**Stored data:**
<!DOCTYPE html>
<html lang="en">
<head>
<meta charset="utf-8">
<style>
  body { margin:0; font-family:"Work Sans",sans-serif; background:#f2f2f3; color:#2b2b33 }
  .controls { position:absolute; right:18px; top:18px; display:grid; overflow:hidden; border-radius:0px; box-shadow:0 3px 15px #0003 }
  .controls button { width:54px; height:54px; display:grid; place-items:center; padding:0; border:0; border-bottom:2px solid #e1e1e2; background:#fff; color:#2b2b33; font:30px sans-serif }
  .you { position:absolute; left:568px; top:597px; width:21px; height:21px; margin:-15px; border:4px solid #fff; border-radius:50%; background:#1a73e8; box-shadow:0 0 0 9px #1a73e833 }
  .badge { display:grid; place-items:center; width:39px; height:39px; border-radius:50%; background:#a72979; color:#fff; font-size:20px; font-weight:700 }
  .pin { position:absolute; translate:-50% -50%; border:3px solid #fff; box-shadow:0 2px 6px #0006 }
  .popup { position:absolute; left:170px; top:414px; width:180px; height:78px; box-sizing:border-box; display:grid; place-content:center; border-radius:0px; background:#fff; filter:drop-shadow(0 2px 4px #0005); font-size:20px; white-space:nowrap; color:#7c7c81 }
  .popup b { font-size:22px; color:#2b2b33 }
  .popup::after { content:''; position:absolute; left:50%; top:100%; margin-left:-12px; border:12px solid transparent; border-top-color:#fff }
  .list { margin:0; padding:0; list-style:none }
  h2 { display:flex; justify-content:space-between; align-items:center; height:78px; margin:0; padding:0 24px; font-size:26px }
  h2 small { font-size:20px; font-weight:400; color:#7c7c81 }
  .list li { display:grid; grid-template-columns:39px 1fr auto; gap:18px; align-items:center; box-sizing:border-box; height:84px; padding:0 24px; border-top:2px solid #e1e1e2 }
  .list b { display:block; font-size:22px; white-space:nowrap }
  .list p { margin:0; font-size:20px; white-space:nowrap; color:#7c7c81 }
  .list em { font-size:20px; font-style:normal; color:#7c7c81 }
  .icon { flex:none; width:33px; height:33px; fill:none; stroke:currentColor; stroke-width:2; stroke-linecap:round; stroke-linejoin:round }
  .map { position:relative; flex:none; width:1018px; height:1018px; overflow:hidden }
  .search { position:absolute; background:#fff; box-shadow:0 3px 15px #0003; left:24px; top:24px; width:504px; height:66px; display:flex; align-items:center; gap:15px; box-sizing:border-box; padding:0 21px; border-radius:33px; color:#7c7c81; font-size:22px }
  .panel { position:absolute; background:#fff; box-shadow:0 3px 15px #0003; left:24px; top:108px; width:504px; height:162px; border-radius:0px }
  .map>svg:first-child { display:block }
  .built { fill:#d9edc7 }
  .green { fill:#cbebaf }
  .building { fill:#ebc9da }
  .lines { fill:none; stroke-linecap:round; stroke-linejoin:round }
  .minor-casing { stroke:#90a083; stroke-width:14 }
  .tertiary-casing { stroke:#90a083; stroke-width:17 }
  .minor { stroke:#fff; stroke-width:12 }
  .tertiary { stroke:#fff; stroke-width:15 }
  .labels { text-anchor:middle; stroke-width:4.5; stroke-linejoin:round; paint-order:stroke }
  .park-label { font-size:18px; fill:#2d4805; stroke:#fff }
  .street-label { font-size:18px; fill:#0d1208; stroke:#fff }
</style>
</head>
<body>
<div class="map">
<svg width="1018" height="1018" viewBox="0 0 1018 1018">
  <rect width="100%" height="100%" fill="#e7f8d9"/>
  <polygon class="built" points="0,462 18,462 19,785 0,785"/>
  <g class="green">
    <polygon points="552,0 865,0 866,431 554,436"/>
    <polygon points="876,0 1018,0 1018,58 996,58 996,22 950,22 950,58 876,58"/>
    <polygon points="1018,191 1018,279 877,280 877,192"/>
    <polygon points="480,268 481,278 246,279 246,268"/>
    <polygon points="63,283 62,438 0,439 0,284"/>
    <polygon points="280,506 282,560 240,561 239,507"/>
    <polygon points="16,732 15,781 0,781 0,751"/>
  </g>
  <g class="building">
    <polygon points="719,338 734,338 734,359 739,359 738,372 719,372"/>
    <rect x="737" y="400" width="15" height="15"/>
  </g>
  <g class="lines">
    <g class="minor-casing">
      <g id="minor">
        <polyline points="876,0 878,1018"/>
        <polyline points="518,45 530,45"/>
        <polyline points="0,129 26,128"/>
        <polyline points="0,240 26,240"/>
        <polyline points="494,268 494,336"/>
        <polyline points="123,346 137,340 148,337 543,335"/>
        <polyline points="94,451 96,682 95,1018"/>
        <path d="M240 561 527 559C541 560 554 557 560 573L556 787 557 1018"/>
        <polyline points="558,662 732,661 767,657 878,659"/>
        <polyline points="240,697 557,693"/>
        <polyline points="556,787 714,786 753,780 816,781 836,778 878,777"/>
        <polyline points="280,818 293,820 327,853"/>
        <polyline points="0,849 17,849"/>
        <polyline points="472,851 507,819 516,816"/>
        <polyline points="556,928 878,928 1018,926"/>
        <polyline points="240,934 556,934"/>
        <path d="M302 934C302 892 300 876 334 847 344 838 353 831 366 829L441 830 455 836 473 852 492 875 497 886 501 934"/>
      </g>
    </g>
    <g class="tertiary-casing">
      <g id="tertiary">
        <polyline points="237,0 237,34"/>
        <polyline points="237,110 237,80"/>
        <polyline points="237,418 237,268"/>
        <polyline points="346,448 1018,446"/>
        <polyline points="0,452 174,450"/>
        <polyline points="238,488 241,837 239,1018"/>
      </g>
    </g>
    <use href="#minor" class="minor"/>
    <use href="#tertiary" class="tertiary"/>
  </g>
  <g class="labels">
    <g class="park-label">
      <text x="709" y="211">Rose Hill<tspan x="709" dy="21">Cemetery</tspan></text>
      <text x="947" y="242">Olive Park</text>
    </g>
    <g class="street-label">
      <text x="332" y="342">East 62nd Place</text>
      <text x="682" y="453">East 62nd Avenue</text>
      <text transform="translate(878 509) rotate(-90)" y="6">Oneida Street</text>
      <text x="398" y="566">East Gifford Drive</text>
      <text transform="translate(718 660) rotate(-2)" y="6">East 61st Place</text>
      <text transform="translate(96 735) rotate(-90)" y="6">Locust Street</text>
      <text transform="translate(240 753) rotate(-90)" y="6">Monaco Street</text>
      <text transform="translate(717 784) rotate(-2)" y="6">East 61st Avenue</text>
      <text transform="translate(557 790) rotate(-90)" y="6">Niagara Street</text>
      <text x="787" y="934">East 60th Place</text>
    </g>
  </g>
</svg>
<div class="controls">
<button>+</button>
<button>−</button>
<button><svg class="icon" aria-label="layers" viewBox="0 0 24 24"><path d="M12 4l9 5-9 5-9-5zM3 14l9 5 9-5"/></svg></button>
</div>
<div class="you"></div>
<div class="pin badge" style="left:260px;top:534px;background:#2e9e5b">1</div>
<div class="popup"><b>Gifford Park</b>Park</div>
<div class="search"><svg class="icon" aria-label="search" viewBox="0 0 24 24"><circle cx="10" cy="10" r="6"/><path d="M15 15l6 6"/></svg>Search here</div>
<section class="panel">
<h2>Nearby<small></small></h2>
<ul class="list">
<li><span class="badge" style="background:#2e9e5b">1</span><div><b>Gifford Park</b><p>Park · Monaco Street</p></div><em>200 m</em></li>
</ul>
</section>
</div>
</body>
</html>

**PROBLEM REQUIREMENTS:** From the records above, return each line where "list" occurs.

**RESPONSE TO THIS EXERCISE:**
  .list { margin:0; padding:0; list-style:none }
  .list li { display:grid; grid-template-columns:39px 1fr auto; gap:18px; align-items:center; box-sizing:border-box; height:84px; padding:0 24px; border-top:2px solid #e1e1e2 }
  .list b { display:block; font-size:22px; white-space:nowrap }
  .list p { margin:0; font-size:20px; white-space:nowrap; color:#7c7c81 }
  .list em { font-size:20px; font-style:normal; color:#7c7c81 }
<ul class="list">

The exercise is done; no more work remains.